The result is that it’s still really hard to get west from the Trade Coast, even though lots of people need to commute that way. On balance, though, Newporters accept this difficulty as part of the price of having a strong visual separation between the smelly truck-dominated Trade Coast and Newport’s old neighborhoods.

But the 50th East Freeway was enough to spawn some new neighborhoods. In particular, some developers from Texas came in and saw gold at the beautiful (to them) new cloverleaf interchange at 80th Street. They envisioned Commerce City, a large development of car-oriented offices, with small towers looming proudly on all four corners of the interchange. Conveniently situated minutes from the Trade Coast and the Airport, but with a number of viable commute options from residential parts of the city, Commerce City was the perfect 1970s answer to downtown’s traffic and parking costs. It has taken off, though now that all the commute routes get congested, it’s less exciting than it used to be.

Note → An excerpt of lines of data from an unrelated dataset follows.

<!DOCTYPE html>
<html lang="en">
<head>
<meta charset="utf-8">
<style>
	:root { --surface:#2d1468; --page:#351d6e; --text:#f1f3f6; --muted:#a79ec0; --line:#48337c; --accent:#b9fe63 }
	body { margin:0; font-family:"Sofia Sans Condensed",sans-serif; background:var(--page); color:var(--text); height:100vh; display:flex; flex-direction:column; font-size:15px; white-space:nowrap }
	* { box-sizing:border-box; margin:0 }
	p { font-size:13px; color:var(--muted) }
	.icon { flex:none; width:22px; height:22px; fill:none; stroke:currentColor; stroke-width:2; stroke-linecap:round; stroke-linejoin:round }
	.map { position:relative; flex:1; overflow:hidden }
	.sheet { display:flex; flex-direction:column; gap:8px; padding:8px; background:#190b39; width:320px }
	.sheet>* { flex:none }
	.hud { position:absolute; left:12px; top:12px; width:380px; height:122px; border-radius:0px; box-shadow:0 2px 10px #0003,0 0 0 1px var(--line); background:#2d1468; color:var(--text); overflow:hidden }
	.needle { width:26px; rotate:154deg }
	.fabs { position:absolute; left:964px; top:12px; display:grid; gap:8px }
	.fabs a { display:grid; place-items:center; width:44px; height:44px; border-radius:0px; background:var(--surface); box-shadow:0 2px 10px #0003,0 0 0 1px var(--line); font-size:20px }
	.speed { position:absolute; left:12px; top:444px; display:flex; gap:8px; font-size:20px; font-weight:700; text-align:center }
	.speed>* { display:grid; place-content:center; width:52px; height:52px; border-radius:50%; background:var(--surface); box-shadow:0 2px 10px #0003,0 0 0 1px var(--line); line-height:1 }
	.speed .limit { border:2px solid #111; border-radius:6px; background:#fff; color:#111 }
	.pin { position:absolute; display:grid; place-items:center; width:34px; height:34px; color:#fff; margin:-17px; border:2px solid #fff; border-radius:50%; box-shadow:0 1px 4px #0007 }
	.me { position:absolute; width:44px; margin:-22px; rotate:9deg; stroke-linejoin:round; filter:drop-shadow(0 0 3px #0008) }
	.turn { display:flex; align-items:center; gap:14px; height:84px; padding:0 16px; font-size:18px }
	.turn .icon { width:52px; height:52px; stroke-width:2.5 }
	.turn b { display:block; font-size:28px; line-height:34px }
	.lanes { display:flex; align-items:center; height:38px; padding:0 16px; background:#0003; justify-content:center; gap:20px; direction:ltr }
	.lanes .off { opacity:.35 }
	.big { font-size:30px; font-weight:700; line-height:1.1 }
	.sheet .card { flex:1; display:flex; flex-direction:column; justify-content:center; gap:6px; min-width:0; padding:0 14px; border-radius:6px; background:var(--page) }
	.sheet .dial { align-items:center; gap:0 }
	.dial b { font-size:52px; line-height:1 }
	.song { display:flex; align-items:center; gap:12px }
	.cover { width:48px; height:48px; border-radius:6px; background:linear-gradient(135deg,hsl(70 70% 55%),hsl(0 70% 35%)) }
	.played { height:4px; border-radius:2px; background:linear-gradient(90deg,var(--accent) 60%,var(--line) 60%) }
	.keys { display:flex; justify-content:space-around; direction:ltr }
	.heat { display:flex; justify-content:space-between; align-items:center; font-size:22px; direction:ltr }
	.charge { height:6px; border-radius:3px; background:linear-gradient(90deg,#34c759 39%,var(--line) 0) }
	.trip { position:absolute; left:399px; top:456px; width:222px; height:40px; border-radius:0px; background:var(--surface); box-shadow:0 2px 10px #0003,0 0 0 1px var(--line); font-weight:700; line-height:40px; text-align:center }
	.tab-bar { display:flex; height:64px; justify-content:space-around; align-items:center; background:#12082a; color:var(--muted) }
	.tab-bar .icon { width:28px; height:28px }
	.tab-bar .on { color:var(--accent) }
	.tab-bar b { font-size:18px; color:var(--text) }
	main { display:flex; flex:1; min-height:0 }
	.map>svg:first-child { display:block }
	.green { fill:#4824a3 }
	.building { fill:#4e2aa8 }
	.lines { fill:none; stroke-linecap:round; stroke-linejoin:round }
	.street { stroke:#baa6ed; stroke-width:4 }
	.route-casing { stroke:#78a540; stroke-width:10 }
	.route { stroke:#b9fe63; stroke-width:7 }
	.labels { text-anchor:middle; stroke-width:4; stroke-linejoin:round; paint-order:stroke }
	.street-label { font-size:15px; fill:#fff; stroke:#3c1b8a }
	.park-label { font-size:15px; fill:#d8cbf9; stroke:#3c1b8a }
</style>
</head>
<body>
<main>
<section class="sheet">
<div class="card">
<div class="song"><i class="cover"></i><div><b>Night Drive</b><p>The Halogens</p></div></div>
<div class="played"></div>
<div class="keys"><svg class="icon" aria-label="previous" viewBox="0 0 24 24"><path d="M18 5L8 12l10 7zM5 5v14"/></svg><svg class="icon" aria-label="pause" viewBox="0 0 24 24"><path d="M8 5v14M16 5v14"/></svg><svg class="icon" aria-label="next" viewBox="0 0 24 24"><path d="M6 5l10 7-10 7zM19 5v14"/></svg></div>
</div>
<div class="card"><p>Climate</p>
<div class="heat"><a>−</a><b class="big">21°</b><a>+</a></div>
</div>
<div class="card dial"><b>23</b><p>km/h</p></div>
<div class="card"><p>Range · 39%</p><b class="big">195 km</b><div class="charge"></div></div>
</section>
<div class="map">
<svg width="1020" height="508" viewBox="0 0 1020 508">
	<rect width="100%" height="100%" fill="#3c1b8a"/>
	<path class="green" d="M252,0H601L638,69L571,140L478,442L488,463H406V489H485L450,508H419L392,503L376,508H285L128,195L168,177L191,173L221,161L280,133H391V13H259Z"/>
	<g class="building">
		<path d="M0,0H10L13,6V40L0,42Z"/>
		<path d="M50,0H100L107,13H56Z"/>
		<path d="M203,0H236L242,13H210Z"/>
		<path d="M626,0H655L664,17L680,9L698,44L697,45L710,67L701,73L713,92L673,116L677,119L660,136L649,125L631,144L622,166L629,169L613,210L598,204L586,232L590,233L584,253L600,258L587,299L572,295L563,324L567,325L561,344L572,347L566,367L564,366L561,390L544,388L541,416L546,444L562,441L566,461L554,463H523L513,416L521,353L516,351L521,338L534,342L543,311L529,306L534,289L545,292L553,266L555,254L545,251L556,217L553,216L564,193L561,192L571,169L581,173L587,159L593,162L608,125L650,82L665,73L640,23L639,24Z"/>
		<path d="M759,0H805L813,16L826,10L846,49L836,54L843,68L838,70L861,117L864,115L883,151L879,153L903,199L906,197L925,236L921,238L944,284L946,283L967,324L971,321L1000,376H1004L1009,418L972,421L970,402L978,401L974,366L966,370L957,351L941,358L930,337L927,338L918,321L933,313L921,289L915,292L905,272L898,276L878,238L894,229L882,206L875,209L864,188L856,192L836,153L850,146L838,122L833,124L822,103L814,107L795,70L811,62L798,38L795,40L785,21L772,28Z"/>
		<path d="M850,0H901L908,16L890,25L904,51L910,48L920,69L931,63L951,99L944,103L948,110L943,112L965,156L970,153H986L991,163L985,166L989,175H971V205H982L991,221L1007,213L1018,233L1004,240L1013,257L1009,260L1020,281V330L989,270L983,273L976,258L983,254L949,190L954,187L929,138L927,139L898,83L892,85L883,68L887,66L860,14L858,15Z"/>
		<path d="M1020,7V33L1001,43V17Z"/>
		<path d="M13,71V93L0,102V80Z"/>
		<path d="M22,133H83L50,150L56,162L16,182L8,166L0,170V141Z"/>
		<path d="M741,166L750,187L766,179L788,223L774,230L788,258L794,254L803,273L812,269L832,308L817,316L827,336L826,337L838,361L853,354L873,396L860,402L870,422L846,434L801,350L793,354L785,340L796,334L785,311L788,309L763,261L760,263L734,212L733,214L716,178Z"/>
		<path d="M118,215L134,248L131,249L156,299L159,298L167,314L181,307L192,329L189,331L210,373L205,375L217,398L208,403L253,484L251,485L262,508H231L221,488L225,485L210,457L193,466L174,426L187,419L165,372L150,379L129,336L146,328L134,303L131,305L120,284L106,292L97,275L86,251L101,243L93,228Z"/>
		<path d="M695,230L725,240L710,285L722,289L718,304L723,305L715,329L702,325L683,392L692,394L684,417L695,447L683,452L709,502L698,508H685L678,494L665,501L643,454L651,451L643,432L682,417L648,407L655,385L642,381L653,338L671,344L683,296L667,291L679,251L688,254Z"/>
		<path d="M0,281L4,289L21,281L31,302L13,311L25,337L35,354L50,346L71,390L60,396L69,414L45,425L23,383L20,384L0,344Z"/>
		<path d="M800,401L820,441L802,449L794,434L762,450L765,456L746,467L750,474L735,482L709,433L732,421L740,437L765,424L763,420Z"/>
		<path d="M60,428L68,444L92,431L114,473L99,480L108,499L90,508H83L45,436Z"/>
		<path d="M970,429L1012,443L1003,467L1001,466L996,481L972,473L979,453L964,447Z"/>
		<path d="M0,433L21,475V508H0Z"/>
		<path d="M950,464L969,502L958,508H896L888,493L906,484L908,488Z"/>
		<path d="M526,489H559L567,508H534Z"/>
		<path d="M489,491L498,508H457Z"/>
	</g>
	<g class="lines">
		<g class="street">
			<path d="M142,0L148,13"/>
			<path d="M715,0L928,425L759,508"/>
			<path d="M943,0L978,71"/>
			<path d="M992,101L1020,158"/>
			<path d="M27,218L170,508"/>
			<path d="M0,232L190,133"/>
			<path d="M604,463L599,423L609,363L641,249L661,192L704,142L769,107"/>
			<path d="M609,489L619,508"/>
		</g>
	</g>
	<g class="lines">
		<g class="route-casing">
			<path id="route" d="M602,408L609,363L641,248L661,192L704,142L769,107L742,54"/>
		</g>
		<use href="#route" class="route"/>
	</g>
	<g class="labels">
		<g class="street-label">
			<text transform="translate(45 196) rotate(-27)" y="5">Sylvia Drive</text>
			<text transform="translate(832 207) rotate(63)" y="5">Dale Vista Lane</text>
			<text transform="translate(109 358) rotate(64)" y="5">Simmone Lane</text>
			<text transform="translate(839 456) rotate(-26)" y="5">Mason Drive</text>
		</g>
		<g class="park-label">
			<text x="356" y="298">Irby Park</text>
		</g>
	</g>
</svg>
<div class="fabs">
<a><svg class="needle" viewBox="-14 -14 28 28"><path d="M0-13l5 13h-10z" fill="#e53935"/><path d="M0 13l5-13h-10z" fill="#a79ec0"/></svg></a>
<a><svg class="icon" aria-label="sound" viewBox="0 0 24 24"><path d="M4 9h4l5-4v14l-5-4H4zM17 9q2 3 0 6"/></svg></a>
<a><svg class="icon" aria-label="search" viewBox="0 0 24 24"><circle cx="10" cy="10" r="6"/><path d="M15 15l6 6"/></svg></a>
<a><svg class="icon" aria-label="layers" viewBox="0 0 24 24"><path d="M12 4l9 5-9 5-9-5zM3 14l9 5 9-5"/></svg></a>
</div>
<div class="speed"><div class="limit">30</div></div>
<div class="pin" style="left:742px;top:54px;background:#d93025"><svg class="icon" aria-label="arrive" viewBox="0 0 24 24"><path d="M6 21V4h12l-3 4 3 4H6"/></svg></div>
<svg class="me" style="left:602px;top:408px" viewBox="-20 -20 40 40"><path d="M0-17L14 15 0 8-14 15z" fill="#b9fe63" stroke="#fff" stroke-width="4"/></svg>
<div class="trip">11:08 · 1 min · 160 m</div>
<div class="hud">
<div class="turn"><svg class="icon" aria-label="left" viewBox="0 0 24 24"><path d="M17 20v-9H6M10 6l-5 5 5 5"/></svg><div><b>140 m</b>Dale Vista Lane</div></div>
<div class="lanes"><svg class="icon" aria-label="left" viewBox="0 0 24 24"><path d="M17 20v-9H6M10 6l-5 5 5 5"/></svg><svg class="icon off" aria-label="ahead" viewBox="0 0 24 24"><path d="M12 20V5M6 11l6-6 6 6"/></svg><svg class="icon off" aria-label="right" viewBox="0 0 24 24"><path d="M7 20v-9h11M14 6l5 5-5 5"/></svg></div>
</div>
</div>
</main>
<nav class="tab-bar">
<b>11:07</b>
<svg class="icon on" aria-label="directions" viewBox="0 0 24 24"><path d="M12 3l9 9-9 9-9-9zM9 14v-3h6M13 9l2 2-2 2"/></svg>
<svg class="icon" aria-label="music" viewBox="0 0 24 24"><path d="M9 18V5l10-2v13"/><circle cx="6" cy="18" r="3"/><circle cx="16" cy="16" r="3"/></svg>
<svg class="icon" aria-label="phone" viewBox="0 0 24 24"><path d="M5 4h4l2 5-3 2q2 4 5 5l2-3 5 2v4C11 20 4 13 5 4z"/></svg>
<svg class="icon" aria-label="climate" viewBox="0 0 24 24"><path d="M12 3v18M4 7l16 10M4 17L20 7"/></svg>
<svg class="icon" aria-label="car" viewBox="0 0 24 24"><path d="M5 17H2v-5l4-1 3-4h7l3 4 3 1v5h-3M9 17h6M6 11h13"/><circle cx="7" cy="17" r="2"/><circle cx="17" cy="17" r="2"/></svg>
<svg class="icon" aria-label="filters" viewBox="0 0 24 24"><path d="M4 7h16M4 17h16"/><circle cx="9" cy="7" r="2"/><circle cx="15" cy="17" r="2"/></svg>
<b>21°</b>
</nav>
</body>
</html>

Finally, the ever-growing Airport, whose terminal is just off the 50th East Freeway at 140th Street, has spawned the usual satellites of office parks. These are on a much smaller scale than Commerce City, mostly 1-3 storeys featuring a range of business that rely heavily on aviation. But there’s also a substantial Factory Outlet Mall, right next to the airport entrance, which gives much of the city a reason to come here.

Newport is fortunate in its green areas. Promontory National Park attracts visitors from all over the world; wealthy ones stay in Forest Cove, while the backpackers give Sunset Cove much of its vibe. Smaller promontories dot the edges of the city -- including Dash Point near the hospital, Sunset Park in the west, and others around National University -- make it easy for Newporters to look at a flatline horizon and think deep thoughts.

The vast coastal wetlands extending for many km east of 60th Ave East give everyone a sense of what the Trade Coast was like before it was filled and dredged in the 1950s. The Airport has some issues, of course, because their north-south runways route planes right over the wetland area. The Airport has no choice but to use a range of bird-frightening techniques to discourage those dreaded bird-plane collisions. The obvious offense that this causes to wetland advocates (a big chunk of the population) was mitigated in 1980 by the creation of the vast Bird Refuge just west of the airport, safely away from the north-south flightpaths. It’s a wonderful place, full of recreational trails as well as vast marshes, but creating it wasn’t that hard. The whole Refuge is a floodplain anyway, useless for any other purpose.

So anyway, Welcome to Newport. Are there any questions?

[1] The Metric system did exist in 1900, but possibly not in the country where Newport lies. Just more evidence of the farsightedness of these great surveyors, without which Newport would be an overgrown unplanned town where the street map looks like a bad headache.